**INFORMATION**
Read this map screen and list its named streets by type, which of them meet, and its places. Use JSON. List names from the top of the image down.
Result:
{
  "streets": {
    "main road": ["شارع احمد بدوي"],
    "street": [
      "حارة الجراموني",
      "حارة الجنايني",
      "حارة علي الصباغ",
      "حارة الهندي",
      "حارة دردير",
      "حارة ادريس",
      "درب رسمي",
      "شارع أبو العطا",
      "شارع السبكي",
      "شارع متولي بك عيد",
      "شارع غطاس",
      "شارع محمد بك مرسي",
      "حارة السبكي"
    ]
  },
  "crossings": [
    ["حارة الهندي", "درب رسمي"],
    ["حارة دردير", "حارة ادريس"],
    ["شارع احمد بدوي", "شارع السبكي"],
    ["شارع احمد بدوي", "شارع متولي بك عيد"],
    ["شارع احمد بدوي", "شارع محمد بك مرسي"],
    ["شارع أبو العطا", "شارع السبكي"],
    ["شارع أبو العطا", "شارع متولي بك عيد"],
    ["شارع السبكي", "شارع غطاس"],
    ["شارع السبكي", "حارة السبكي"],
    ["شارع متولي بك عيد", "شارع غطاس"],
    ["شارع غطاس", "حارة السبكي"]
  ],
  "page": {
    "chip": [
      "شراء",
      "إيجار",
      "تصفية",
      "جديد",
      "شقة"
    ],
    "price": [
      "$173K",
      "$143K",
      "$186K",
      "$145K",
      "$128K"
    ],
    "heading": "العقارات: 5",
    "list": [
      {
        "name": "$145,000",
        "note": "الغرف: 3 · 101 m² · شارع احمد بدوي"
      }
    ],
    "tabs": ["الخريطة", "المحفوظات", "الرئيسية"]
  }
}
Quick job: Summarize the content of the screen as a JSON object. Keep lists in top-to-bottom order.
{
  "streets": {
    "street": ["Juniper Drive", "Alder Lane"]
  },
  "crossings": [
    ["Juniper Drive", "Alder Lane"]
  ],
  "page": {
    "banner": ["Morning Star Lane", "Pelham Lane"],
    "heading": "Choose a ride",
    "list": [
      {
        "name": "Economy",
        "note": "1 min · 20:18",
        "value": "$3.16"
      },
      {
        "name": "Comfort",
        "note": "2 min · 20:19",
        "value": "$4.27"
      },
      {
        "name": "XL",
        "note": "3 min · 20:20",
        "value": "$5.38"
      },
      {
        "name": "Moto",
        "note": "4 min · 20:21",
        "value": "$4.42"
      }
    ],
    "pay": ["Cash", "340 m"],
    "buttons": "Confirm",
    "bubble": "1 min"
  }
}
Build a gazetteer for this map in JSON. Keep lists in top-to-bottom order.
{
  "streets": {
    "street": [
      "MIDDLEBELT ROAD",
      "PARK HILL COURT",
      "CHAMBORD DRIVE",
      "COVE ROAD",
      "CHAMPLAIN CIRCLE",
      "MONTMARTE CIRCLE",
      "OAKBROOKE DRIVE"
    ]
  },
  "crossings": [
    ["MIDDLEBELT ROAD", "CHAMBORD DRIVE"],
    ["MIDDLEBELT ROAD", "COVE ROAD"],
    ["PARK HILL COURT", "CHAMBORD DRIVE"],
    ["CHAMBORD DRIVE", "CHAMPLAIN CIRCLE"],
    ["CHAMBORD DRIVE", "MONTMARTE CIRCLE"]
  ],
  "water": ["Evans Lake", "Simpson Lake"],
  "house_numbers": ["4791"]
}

**REQUIRED WORK**
For each line of the entries that includes "العطا", show that line.

**SOLUTION TO THE EXERCISE**
      "شارع أبو العطا",
    ["شارع أبو العطا", "شارع السبكي"],
    ["شارع أبو العطا", "شارع متولي بك عيد"],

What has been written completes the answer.